State party finances are a critically important metric for me. When I became state party chairman in 2007 the CRP was in a $4.7 MILLION sinkhole. I left the chairmanship in 2011 with well over $400,000 in cash on hand, no debt, no bills and a low burn rate.
When Chairman Brulte was elected, the CRP was back in debt again to the tune of over $1 million. Yet, he quickly brought the state party back into the black and has kept it there.
This is no small accomplishment. Just like in government, all the pressure on the party coming from Sacramento can be summed up in two words: SPEND. MORE. Desperate candidates push the party to spend money it doesn’t have to help their campaigns, and consultants don’t earn commissions on money left in the bank. Brulte demonstrates the strength to say yes when he can, and say no when he must.
Finally, programs.
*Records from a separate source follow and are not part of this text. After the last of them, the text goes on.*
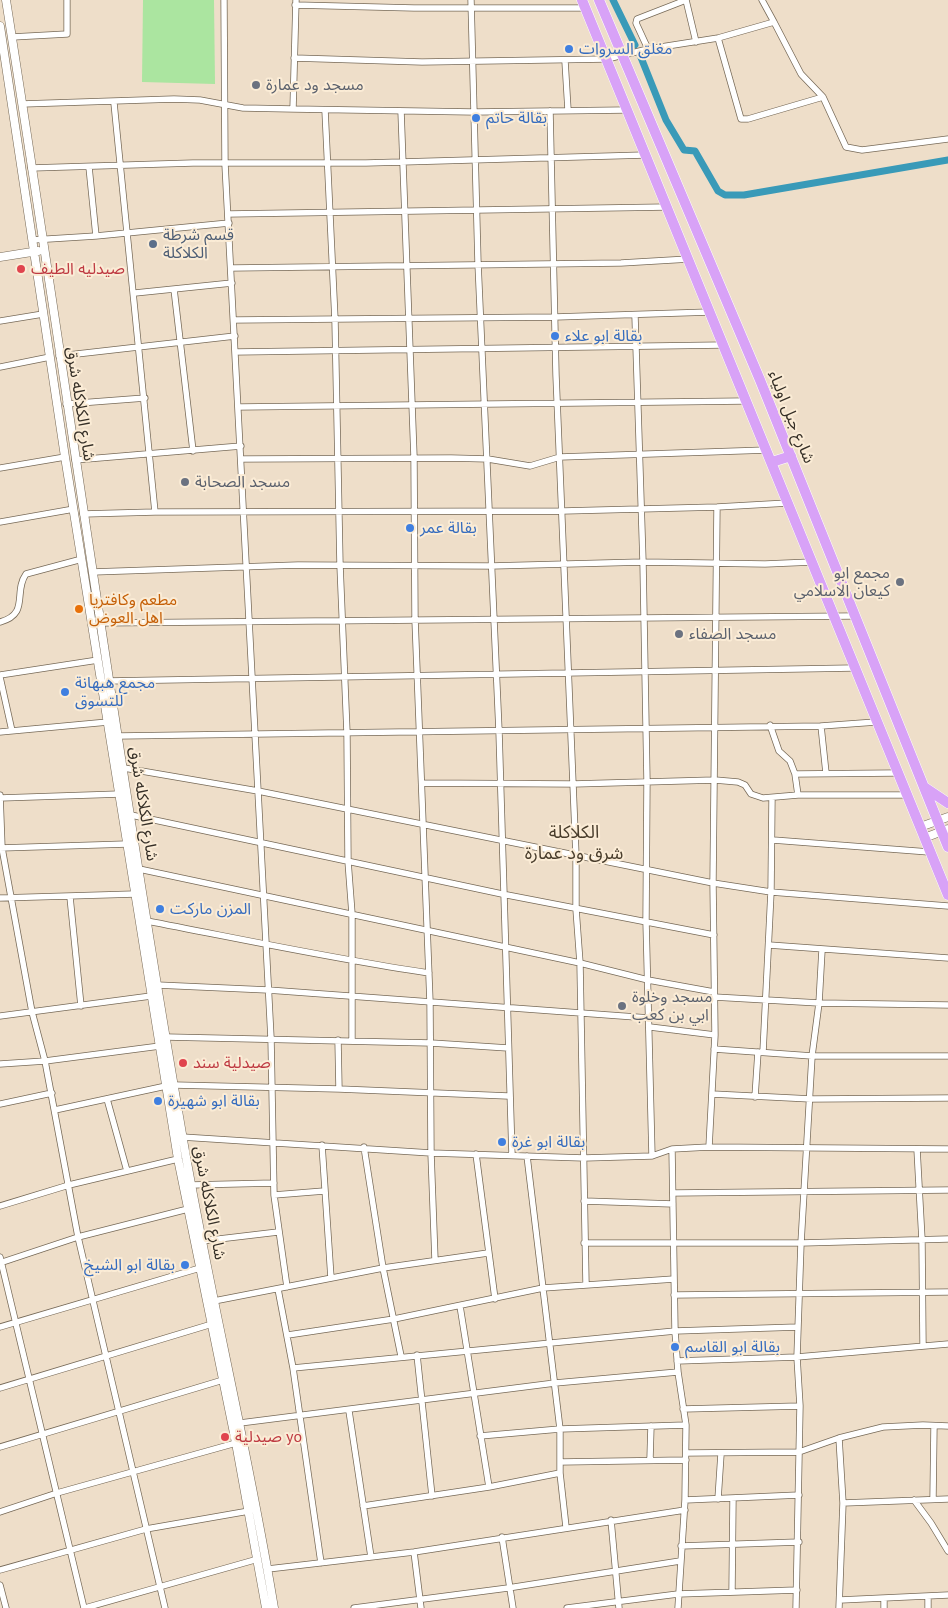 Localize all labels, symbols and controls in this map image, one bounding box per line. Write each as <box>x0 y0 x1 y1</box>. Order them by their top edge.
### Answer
place label: مغلق السروات <box>579 39 672 59</box>
marker: مغلق السروات <box>563 43 575 55</box>
place label: مسجد ود عمارة <box>266 75 364 95</box>
marker: مسجد ود عمارة <box>250 79 262 91</box>
place label: بقالة حاتم <box>486 108 547 128</box>
marker: بقالة حاتم <box>470 112 482 124</box>
place label: قسم شرطة الكلاكلة <box>163 225 234 263</box>
marker: قسم شرطة الكلاكلة <box>147 238 159 250</box>
place label: صيدليه الطيف <box>31 259 125 279</box>
marker: صيدليه الطيف <box>15 263 27 275</box>
place label: بقالة ابو علاء <box>565 326 642 346</box>
marker: بقالة ابو علاء <box>549 330 561 342</box>
street label: شارع الكلاكله شرق <box>61 346 99 462</box>
street label: شارع جبل اولياء <box>764 368 818 466</box>
place label: مسجد الصحابة <box>195 472 290 492</box>
marker: مسجد الصحابة <box>179 476 191 488</box>
place label: بقالة عمر <box>420 518 477 538</box>
marker: بقالة عمر <box>404 522 416 534</box>
place label: مجمع ابو كيعان الاسلامي <box>794 563 890 601</box>
marker: مجمع ابو كيعان الاسلامي <box>894 576 906 588</box>
place label: مطعم وكافتريا اهل العوض <box>89 590 177 628</box>
marker: مطعم وكافتريا اهل العوض <box>73 603 85 615</box>
place label: مسجد الصفاء <box>689 624 776 644</box>
marker: مسجد الصفاء <box>673 628 685 640</box>
place label: مجمع هبهانة للتسوق <box>75 673 155 711</box>
marker: مجمع هبهانة للتسوق <box>59 686 71 698</box>
street label: شارع الكلاكله شرق <box>124 746 162 862</box>
district label: الكلاكلة شرق ود عمارة <box>525 822 623 864</box>
place label: المزن ماركت <box>170 899 251 919</box>
marker: المزن ماركت <box>154 903 166 915</box>
place label: مسجد وخلوة ابي بن كعب <box>632 987 712 1025</box>
marker: مسجد وخلوة ابي بن كعب <box>616 1000 628 1012</box>
place label: صيدلية سند <box>193 1053 271 1073</box>
marker: صيدلية سند <box>177 1057 189 1069</box>
place label: بقالة ابو شهيرة <box>168 1091 260 1111</box>
marker: بقالة ابو شهيرة <box>152 1095 164 1107</box>
place label: بقالة ابو غرة <box>512 1132 585 1152</box>
marker: بقالة ابو غرة <box>496 1136 508 1148</box>
street label: شارع الكلاكله شرق <box>189 1145 229 1261</box>
place label: بقالة ابو الشيخ <box>84 1255 175 1275</box>
marker: بقالة ابو الشيخ <box>179 1259 191 1271</box>
place label: بقالة ابو القاسم <box>685 1337 780 1357</box>
marker: بقالة ابو القاسم <box>669 1341 681 1353</box>
place label: صيدلية yo <box>235 1427 302 1447</box>
marker: صيدلية yo <box>219 1431 231 1443</box>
California’s convoluted maze of campaign finance laws places a premium on raising money into the state party and then working with campaigns to the maximum legal extent to get resources where they need to be. Sometimes this involves spending the money directly on voter registration and turnout activities, while at other teams it requires making contributions to campaigns directly.
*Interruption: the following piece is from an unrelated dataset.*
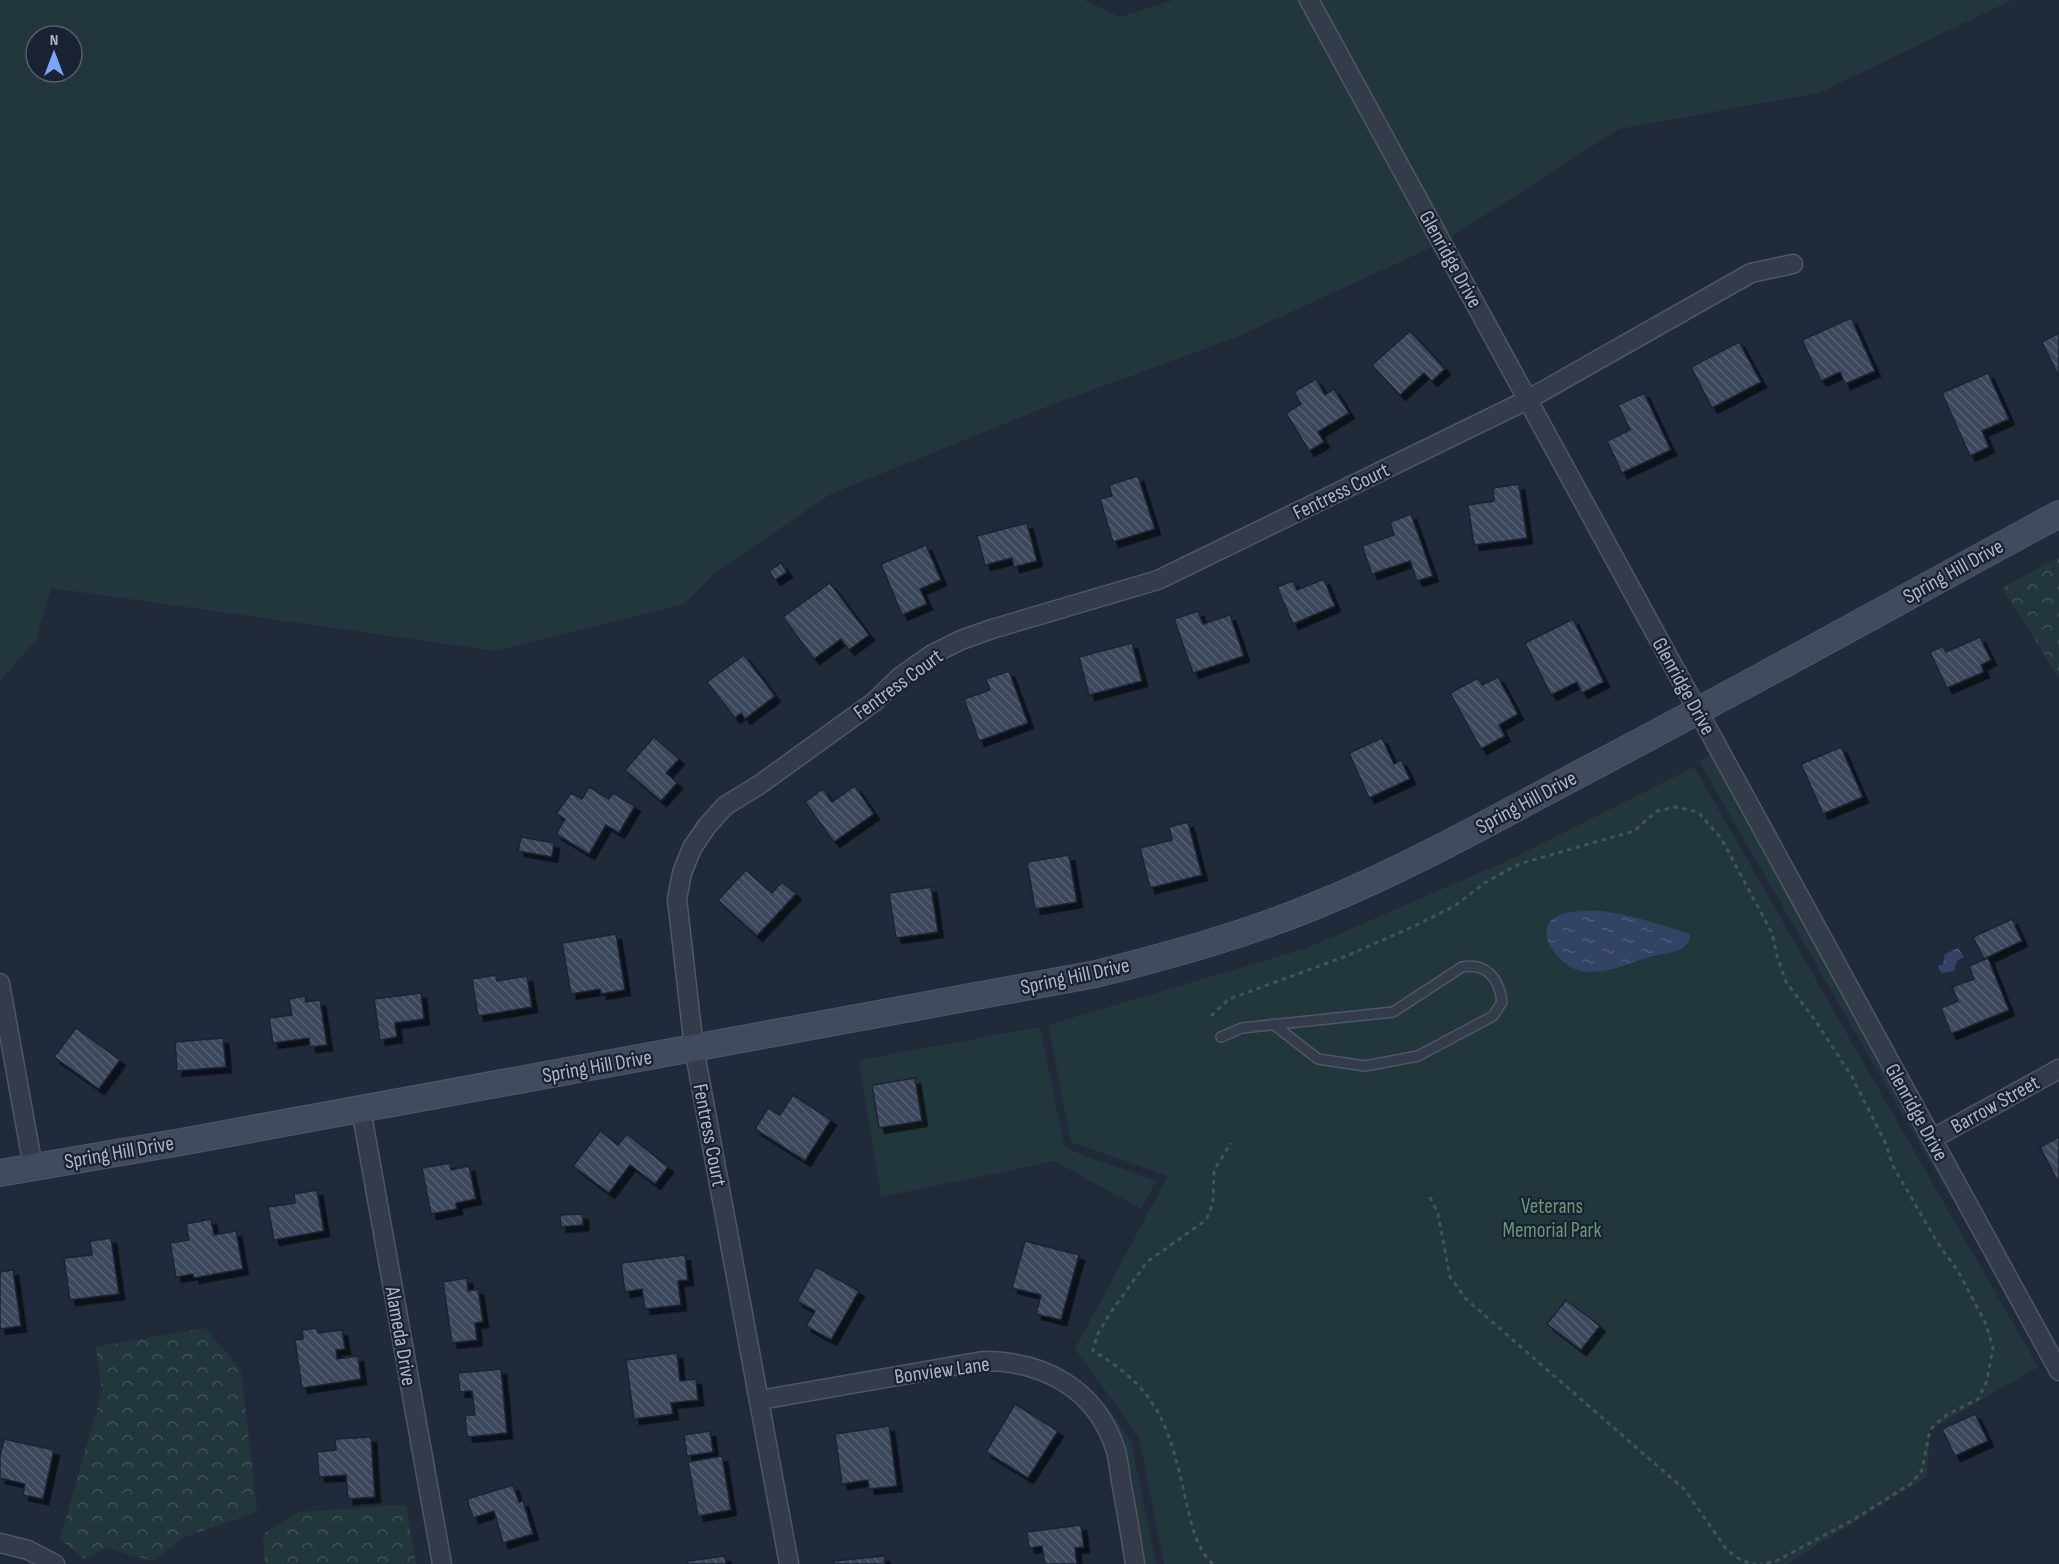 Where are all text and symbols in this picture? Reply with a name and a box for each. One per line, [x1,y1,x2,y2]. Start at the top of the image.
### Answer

The results speak for themselves. Despite a national ticket that did not perform well in California, Republicans held a majority of the state legislative seats that were targeted by the Democrats, who spent roughly $1 million per district while every Republican member of the House of Representatives was elected to a new term. Given the political dynamics in California in 2016, this was the absolute best Republicans could have achieved.
Republicans have work to do in California, no doubt. Candidates and campaign staffs must commit to learning the skills needed to boost campaign performance in urban and suburban areas, improve performance in early voting, and build relationships across diverse communities well before Election Day.
Nationally there is much work to do as well – the messages coming out of Washington DC overpower whatever Republicans are doing in Sacramento. A goal of winning the popular vote, as well as the Electoral College vote, in 2020 should serve as a powerful incentive to strengthen the Republican brand among voters who are Republicans but don’t know it yet.
In the meantime, Chairman Jim Brulte deserves another term.